(What this task involves): Search the records for the word "white" and copy each line in which it appears.

= = =

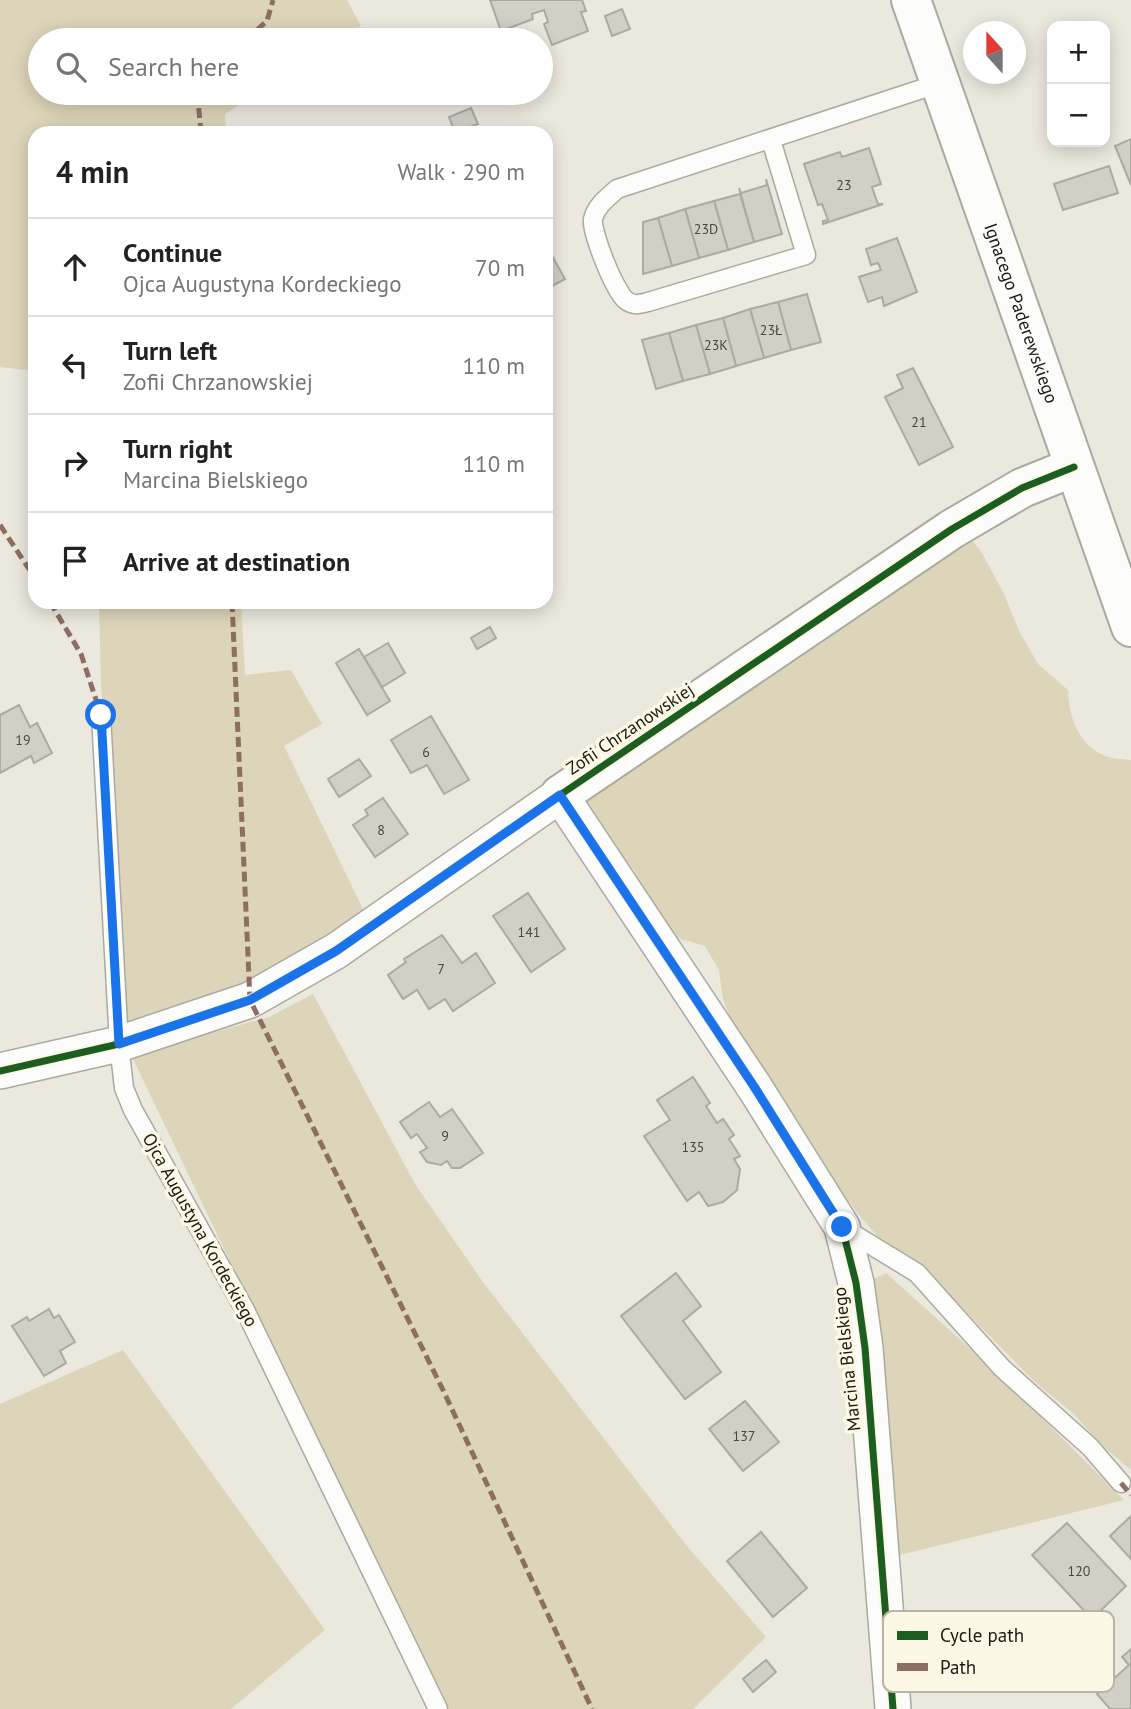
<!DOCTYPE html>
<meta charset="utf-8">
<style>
:root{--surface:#fff;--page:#f6f6f6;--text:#222;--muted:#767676;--line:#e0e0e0}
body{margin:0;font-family:"PT Sans",sans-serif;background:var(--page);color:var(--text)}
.controls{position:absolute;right:21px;top:21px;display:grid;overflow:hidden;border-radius:14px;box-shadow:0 4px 18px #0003}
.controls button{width:63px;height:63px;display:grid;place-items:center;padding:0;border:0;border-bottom:2px solid var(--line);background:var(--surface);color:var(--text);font:35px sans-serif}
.compass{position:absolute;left:963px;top:21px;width:63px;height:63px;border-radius:50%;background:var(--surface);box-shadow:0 4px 18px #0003;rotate:339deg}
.stop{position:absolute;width:21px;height:21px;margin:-16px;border:5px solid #1a73e8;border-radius:50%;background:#fff}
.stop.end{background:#1a73e8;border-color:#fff;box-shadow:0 2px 7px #0008}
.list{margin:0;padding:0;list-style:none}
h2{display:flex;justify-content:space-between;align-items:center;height:91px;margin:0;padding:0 28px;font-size:30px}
h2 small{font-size:23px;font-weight:400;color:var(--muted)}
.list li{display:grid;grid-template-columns:46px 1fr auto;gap:21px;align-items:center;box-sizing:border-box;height:98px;padding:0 28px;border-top:2px solid var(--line)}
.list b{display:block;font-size:26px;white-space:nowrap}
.list p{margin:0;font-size:23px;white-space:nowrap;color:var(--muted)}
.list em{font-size:23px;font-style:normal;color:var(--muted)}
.icon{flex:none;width:38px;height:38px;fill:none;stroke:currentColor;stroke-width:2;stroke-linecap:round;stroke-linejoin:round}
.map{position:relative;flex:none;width:1131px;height:1709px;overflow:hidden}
.search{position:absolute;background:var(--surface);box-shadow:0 4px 18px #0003;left:28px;top:28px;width:525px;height:77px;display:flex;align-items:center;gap:18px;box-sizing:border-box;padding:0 24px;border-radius:38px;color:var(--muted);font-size:26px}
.panel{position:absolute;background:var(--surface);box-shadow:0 4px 18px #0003;left:28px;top:126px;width:525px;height:483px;border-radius:21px}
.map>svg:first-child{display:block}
</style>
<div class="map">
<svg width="1131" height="1709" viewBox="0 0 1131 1709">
<rect width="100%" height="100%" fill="#ebe8de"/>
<g fill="#ddd5b9">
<path d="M0,0H347L361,26L340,40H40V93H259L225,114L226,133H35V371L0,367Z"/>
<path d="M971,539L982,553L1004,594L1020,633L1038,664L1068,690C1069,716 1077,743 1103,755C1111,759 1123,759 1131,760V1470L1099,1443L1074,1414L1035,1382L914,1259L877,1236L755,1088L723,999L719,970L705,946L675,937L651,908L634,870L607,845L582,796Z"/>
<path d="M99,602H241L245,675L291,670L322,724L284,746L364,911L257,984L124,1025L101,684Z"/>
<path d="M313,994L415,1184L483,1282L687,1546L766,1637L693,1709H445L131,1055L269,1017Z"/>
<path d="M886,1273L993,1369L1124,1500L900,1555L872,1280Z"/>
<path d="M123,1350L325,1630L231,1709H0V1404Z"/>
</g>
<g fill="#d2cfc7" stroke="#acaaa3" stroke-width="2">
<path d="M490,0H582L586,11L581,12L588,31L552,45L544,24L548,22L544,10L532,14L533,19L501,31Z"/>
<path d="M622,9L630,29L612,36L605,16Z"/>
<path d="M471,108L478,124L455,133L449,117Z"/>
<path d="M1131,139V185L1115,146Z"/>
<path d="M869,148L881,184L872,187L878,204H883L823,224V221L828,220L822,204L818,205L804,164L840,152L842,157Z"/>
<path d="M1109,166L1118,193L1063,210L1054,184Z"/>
<path d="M766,179L782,234L754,242L739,188L741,193L767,185Z"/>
<path d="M740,194L754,242L728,250L714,201Z"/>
<path d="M714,201L728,250L699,258L685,209Z"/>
<path d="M685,209L699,258L672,266L658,218Z"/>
<path d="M658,218L672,266L643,274V222Z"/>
<path d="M546,229L552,241L546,245L565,279L552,286L551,292L546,295Z"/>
<path d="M897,238L917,292L884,306L882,297L868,302L859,277L881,270L878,263L871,265L866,249Z"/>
<path d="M807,294L821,342L791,350L778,302Z"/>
<path d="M778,302L791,350L764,358L750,309Z"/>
<path d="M750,309L764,358L736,366L723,318Z"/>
<path d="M723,318L736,366L710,374L696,325Z"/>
<path d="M696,325L710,374L683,381L669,333Z"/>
<path d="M669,333L683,381L656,389L642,340Z"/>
<path d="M913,368L953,447L919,465L885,397L903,388L897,375Z"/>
<path d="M490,627L496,638L477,649L471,638Z"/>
<path d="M388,643L405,673L382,687L364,657Z"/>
<path d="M359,649L390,701L367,715L336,663Z"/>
<path d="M19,705L30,727L37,723L52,753L34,763L31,756L0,773V715Z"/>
<path d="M431,716L469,780L444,794L427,765L411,773L391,740Z"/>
<path d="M359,759L371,776L339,797L328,779Z"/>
<path d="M383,798L408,834L375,857L353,825L368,815L365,810Z"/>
<path d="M528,893L565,949L531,972L493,916Z"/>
<path d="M442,935L462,963L476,953L495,983L453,1011L445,999L429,1009L417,990L403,999L388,975L406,962L404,959Z"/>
<path d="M693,1077L710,1103L706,1106L717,1123L723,1119L734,1135L729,1139L740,1156L734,1159L740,1169L737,1190L723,1202L708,1206L699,1192L687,1201L644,1136L670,1120L657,1100Z"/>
<path d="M429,1102L440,1117L452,1109L483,1153L460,1168H452L447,1161L441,1165L427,1162L420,1152L427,1148L417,1134L411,1138L400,1122Z"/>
<path d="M676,1273L701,1306L683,1321L721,1372L685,1399L621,1316Z"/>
<path d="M49,1309L54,1318L59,1315L75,1342L60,1351L66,1363L44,1376L12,1326L27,1317L29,1321Z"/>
<path d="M745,1401L779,1442L743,1471L709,1429Z"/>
<path d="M1131,1516V1559L1110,1536Z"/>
<path d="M1067,1523L1126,1586L1092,1619L1032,1555Z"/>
<path d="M761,1532L807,1588L773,1617L727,1561Z"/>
<path d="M1131,1649V1709H1110L1097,1694L1129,1665L1122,1657Z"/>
<path d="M766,1660L776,1672L753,1692L743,1679Z"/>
</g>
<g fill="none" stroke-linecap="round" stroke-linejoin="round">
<g stroke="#aba9a1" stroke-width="21">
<g id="service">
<path d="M771,140L806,255L648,302C640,304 634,306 627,301C616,295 591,232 593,219C596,206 607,198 617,189L940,83"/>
<path d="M101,715L119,1044L124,1088L133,1110L245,1310L438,1709"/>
<path d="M845,1229L917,1273L1002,1368L1090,1447L1121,1483"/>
</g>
</g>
<g stroke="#aba9a1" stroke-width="38">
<path id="minor" d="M0,1071L119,1044L250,1000L336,951L560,795L755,1088L842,1227L856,1283L865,1348L893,1709"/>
</g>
<g stroke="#aba9a1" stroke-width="42">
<g id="tertiary">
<path id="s1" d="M911,0L1131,627"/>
<path d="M560,795L952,529L1022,488L1074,467"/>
</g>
</g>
<use href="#service" stroke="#fcfcfa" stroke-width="18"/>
<use href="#minor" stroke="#fcfcfa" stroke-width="35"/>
<use href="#tertiary" stroke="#fcfcfa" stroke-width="38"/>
<g stroke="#8d6e63" stroke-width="5" stroke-dasharray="10 5" stroke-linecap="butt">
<path d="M246,40L267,21L273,0"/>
<path d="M201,133L198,100L203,93"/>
<path d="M0,525L35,578"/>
<path d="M50,602L81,654L101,715"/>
<path d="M232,602L250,1000L443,1390L592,1709"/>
<path d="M1121,1483L1131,1495"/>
</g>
<g stroke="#fdf8e6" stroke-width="11">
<g id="cycleway">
<path d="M560,795L755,1088L842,1227L856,1283L865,1348L893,1709"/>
<path d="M0,1071L119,1044L250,1000L336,951L560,795L952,529L1022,488L1074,467"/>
</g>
</g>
<use href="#cycleway" stroke="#1b5e20" stroke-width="7"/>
</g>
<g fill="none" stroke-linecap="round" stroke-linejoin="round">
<path stroke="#1a73e8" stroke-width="9" d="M101,715L119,1044L250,1000L336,951L560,795L755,1088L842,1227"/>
</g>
<g text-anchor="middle" stroke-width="7" stroke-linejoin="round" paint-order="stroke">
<g font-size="14" fill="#494840">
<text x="844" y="190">23</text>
<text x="706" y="234">23D</text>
<text x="771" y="335">23Ł</text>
<text x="716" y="350">23K</text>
<text x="919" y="427">21</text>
<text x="23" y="745">19</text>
<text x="426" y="757">6</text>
<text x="381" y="835">8</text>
<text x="529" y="937">141</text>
<text x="441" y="974">7</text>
<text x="445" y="1141">9</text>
<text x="693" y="1152">135</text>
<text x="744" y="1441">137</text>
<text x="1079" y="1576">120</text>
</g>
<g font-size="18" fill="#1a1912" stroke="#fdf8e6">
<text dy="6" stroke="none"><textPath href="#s1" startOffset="332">Ignacego Paderewskiego</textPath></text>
<text transform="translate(630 729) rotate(-34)" y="6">Zofii Chrzanowskiej</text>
<text transform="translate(200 1230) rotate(61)" y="6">Ojca Augustyna Kordeckiego</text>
<text transform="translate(847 1359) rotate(-96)" y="6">Marcina Bielskiego</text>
</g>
</g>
<rect x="883" y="1611" width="231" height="81" rx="10" fill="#fdf8e6" stroke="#b9b5a6" stroke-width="2"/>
<rect x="897" y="1631" width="31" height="9" fill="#1b5e20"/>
<rect x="897" y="1663" width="31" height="8" fill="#8d6e63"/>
<g font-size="19" fill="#1a1912">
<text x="940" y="1642">Cycle path</text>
<text x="940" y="1674">Path</text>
</g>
</svg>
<div class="controls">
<button>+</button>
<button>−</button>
</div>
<svg class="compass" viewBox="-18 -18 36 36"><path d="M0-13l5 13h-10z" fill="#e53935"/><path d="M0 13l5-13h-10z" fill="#767676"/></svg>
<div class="stop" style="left:101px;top:715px"></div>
<div class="stop end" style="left:842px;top:1227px"></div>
<div class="search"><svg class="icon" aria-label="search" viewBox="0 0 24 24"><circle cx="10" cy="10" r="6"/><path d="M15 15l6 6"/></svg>Search here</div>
<section class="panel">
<h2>4 min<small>Walk · 290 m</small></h2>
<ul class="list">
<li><svg class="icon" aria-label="ahead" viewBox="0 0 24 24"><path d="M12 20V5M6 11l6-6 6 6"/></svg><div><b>Continue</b><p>Ojca Augustyna Kordeckiego</p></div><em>70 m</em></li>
<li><svg class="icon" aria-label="left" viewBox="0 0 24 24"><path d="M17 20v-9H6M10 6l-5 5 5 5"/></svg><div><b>Turn left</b><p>Zofii Chrzanowskiej</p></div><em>110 m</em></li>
<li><svg class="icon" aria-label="right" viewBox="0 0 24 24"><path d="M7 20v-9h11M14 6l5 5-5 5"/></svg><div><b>Turn right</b><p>Marcina Bielskiego</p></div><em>110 m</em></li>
<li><svg class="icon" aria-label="arrive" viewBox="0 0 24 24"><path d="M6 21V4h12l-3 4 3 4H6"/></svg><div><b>Arrive at destination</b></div></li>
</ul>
</section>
</div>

= = =

(Solution for this exercise):
.list b{display:block;font-size:26px;white-space:nowrap}
.list p{margin:0;font-size:23px;white-space:nowrap;color:var(--muted)}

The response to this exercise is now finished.